Requirement —
Among the entries below, find each line holding "position" and return it.

•••••

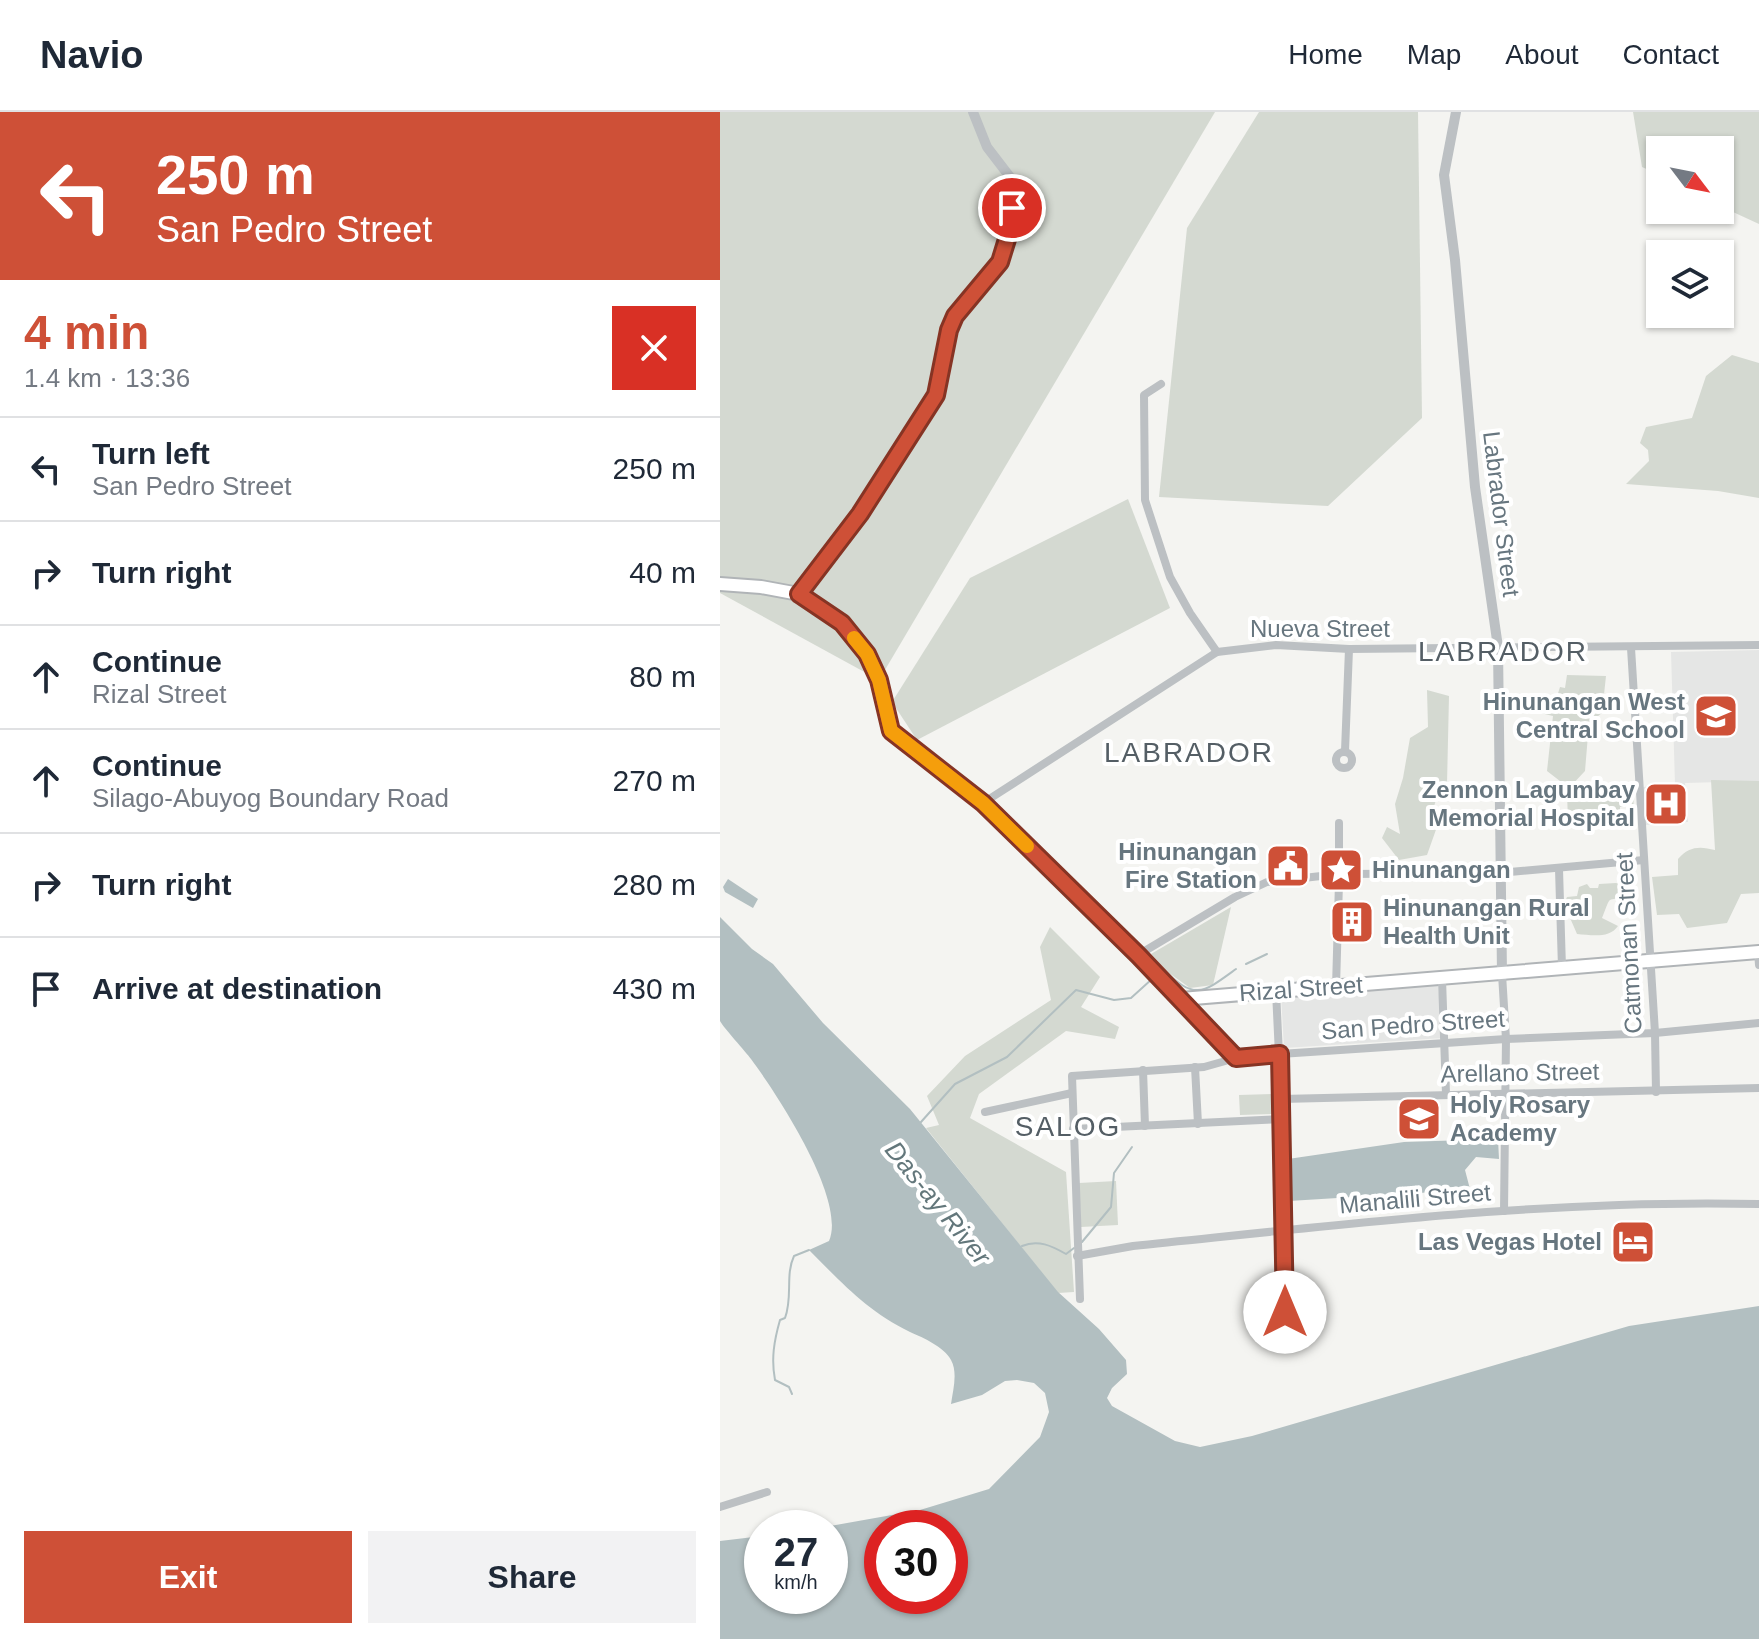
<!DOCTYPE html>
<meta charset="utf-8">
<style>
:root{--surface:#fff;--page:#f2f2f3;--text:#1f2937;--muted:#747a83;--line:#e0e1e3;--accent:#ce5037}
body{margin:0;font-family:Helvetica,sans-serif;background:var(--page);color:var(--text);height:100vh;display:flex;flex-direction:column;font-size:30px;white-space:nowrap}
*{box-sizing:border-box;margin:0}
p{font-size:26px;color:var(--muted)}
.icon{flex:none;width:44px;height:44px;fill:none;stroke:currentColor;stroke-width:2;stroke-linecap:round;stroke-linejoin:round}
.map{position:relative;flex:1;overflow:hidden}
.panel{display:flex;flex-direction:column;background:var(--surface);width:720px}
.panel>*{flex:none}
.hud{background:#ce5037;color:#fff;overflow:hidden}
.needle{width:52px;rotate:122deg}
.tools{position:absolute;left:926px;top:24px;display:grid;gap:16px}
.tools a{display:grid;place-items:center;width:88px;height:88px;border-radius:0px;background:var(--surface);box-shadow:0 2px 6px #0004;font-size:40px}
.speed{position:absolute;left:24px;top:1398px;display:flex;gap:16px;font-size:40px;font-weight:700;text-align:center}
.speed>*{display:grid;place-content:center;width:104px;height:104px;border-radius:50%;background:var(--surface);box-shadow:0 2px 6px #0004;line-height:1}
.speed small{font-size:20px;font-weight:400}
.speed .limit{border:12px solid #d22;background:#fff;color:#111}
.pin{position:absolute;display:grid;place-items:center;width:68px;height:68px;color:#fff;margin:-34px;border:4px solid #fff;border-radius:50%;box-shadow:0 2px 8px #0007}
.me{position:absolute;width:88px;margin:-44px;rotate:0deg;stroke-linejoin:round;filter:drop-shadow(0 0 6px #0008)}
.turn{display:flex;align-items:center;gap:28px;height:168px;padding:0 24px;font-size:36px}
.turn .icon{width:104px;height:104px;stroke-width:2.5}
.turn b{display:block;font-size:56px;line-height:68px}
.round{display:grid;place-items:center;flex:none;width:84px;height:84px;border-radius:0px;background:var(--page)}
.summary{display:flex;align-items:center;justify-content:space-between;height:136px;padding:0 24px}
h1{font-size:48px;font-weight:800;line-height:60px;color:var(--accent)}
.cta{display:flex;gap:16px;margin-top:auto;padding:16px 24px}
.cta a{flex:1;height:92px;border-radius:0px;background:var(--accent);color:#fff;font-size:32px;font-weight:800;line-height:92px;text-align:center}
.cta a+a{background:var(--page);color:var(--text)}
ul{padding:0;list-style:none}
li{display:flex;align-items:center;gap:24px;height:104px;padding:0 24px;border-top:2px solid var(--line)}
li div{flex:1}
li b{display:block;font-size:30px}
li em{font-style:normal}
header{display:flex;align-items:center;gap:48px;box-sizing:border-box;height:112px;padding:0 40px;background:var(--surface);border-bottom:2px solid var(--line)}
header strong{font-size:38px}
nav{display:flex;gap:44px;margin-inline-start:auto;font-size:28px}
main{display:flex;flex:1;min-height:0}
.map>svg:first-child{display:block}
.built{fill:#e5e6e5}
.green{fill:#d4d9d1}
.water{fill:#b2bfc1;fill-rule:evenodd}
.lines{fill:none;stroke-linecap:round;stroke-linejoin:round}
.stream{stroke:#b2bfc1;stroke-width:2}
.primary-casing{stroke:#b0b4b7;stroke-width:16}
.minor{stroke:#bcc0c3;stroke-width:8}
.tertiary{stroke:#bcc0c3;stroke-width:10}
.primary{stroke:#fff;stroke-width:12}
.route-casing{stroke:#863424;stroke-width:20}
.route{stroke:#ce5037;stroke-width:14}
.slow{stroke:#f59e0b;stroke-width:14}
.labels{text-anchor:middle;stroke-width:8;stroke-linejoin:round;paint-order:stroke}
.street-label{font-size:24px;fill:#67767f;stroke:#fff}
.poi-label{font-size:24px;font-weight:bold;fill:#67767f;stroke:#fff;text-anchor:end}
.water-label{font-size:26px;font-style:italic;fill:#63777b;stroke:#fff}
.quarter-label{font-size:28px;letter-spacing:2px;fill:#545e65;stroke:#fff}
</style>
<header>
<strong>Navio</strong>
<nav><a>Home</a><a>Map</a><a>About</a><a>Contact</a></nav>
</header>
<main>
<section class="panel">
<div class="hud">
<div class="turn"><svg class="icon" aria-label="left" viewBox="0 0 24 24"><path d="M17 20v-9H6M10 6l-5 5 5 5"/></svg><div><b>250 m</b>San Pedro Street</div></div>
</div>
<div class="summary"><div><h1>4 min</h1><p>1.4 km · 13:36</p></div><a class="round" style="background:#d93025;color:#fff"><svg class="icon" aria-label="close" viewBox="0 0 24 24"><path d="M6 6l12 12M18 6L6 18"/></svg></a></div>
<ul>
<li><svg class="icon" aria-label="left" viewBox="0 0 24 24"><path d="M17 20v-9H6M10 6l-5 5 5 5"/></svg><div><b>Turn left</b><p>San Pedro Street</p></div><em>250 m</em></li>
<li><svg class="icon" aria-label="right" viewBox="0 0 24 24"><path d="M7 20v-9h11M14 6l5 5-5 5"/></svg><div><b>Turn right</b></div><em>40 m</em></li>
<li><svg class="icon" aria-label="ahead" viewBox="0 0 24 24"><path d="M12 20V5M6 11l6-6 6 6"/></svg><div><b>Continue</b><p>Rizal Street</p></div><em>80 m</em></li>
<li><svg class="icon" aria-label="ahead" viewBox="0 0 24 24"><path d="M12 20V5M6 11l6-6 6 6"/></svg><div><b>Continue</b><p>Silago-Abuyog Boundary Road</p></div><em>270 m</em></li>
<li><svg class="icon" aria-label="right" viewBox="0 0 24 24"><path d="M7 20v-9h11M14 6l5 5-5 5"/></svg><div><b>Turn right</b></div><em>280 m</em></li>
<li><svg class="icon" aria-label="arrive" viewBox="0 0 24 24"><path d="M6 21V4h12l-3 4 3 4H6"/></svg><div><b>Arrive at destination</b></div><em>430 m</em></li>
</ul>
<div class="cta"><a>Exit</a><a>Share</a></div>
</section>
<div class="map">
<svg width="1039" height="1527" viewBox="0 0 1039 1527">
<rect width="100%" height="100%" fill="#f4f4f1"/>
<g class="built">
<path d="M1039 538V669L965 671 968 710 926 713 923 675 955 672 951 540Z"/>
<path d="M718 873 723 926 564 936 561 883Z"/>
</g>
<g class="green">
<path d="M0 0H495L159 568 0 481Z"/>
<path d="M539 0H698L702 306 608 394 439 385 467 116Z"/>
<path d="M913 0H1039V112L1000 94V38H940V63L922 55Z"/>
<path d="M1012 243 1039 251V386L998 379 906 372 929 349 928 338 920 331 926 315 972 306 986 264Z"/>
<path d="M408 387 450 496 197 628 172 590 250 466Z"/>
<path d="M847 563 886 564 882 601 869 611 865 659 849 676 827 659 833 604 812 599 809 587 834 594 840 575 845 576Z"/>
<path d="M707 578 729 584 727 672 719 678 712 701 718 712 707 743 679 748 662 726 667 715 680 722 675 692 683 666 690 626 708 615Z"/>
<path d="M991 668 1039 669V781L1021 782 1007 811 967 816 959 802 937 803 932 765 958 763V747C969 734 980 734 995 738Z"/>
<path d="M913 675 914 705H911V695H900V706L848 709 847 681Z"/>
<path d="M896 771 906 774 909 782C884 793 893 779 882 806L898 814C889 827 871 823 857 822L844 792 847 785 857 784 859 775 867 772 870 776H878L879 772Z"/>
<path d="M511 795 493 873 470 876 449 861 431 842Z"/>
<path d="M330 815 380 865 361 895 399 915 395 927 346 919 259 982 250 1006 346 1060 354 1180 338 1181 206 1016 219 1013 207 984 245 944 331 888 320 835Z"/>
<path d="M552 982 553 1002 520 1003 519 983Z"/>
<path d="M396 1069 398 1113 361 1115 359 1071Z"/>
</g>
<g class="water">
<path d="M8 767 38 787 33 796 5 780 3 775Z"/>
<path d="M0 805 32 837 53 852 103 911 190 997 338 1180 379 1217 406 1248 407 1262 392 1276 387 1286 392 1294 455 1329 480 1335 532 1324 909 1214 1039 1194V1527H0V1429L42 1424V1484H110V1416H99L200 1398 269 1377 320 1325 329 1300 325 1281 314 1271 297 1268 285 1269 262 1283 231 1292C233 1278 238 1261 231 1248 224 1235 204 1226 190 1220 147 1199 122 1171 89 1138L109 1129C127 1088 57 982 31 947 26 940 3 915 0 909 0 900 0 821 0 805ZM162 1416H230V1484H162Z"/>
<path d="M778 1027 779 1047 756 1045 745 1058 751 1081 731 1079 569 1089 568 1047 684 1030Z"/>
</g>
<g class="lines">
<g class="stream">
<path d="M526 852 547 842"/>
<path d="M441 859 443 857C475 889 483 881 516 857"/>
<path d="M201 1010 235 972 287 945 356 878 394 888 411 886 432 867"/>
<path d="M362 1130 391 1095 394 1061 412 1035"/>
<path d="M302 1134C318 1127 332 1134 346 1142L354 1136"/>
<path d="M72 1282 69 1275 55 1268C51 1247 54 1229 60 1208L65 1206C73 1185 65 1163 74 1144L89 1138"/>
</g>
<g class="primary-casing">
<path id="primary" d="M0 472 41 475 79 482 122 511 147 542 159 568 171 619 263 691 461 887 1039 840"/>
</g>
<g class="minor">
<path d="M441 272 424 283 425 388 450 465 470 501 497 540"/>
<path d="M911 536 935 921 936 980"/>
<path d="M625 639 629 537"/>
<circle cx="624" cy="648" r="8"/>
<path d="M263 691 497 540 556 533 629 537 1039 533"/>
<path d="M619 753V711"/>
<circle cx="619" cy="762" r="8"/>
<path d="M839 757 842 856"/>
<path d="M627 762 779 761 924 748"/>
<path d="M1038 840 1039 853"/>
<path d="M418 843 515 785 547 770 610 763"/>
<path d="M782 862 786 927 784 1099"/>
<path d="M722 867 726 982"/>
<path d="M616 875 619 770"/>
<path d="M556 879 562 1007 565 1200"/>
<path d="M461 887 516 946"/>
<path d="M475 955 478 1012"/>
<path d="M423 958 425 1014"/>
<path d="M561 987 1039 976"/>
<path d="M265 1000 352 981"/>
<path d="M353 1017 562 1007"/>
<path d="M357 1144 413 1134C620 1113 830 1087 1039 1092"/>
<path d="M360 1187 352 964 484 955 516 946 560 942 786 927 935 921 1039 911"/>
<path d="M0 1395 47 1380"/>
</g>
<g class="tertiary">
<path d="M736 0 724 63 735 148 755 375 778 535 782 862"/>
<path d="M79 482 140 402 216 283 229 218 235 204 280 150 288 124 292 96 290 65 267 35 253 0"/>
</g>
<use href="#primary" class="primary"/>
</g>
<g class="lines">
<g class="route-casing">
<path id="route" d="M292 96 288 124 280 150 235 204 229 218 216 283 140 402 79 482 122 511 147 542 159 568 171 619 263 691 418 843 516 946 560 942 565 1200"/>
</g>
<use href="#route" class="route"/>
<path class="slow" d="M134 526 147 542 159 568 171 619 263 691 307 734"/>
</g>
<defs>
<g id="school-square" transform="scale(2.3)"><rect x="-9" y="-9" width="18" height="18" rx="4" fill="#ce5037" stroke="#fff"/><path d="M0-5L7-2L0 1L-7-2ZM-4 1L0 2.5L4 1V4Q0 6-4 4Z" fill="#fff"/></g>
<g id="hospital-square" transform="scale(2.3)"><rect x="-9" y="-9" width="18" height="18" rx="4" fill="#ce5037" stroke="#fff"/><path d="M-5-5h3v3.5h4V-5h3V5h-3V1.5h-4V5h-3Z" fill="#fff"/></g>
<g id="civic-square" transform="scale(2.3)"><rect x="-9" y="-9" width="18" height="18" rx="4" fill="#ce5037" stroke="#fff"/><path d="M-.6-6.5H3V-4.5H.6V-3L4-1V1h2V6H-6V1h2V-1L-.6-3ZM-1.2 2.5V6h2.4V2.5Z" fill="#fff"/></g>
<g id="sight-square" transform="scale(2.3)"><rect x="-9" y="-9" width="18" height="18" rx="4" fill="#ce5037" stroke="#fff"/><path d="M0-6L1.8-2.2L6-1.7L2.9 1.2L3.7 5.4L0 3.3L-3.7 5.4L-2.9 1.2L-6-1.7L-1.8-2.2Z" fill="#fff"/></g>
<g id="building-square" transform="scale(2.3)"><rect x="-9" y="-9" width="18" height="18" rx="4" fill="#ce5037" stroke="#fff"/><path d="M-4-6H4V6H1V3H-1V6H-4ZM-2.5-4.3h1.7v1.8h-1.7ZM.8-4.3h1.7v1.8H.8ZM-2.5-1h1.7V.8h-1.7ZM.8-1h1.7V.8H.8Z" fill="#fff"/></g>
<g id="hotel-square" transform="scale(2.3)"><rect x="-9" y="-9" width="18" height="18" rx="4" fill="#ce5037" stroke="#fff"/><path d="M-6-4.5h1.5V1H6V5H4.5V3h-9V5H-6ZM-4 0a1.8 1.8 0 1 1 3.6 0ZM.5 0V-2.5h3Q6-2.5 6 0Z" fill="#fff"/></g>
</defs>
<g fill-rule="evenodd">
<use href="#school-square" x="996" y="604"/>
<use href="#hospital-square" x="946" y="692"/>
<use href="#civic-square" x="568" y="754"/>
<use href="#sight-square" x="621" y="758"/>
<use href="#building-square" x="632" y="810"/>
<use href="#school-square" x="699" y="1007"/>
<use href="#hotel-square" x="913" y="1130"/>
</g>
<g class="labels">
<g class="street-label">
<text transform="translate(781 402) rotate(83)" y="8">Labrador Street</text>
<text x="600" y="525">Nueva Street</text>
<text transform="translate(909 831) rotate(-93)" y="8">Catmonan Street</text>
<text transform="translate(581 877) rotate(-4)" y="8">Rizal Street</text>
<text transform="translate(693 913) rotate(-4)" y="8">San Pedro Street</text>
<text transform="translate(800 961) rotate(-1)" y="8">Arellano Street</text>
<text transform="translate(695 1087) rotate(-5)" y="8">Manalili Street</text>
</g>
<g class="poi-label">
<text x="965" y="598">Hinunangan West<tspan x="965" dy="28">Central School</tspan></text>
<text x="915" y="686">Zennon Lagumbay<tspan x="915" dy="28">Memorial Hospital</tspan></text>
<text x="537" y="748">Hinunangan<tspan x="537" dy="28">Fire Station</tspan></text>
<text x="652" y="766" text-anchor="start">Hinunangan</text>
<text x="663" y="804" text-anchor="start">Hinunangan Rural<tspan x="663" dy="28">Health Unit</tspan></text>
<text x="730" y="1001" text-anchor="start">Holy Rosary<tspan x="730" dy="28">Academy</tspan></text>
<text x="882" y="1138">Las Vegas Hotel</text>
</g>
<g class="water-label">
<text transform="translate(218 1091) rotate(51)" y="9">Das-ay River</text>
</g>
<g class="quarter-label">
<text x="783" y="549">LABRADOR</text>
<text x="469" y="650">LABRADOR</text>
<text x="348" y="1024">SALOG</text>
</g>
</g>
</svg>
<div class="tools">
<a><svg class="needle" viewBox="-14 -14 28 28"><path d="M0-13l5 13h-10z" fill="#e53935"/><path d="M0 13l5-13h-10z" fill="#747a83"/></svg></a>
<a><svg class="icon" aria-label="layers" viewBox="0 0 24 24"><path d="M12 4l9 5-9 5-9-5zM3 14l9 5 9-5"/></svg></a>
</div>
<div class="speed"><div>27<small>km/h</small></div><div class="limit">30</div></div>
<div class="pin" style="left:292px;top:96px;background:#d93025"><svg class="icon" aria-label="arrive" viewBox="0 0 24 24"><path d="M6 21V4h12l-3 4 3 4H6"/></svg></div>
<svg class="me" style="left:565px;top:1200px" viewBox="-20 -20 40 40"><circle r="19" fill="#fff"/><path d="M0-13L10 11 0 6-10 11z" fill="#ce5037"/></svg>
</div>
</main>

•••••

Solution below —
.map{position:relative;flex:1;overflow:hidden}
.tools{position:absolute;left:926px;top:24px;display:grid;gap:16px}
.speed{position:absolute;left:24px;top:1398px;display:flex;gap:16px;font-size:40px;font-weight:700;text-align:center}
.pin{position:absolute;display:grid;place-items:center;width:68px;height:68px;color:#fff;margin:-34px;border:4px solid #fff;border-radius:50%;box-shadow:0 2px 8px #0007}
.me{position:absolute;width:88px;margin:-44px;rotate:0deg;stroke-linejoin:round;filter:drop-shadow(0 0 6px #0008)}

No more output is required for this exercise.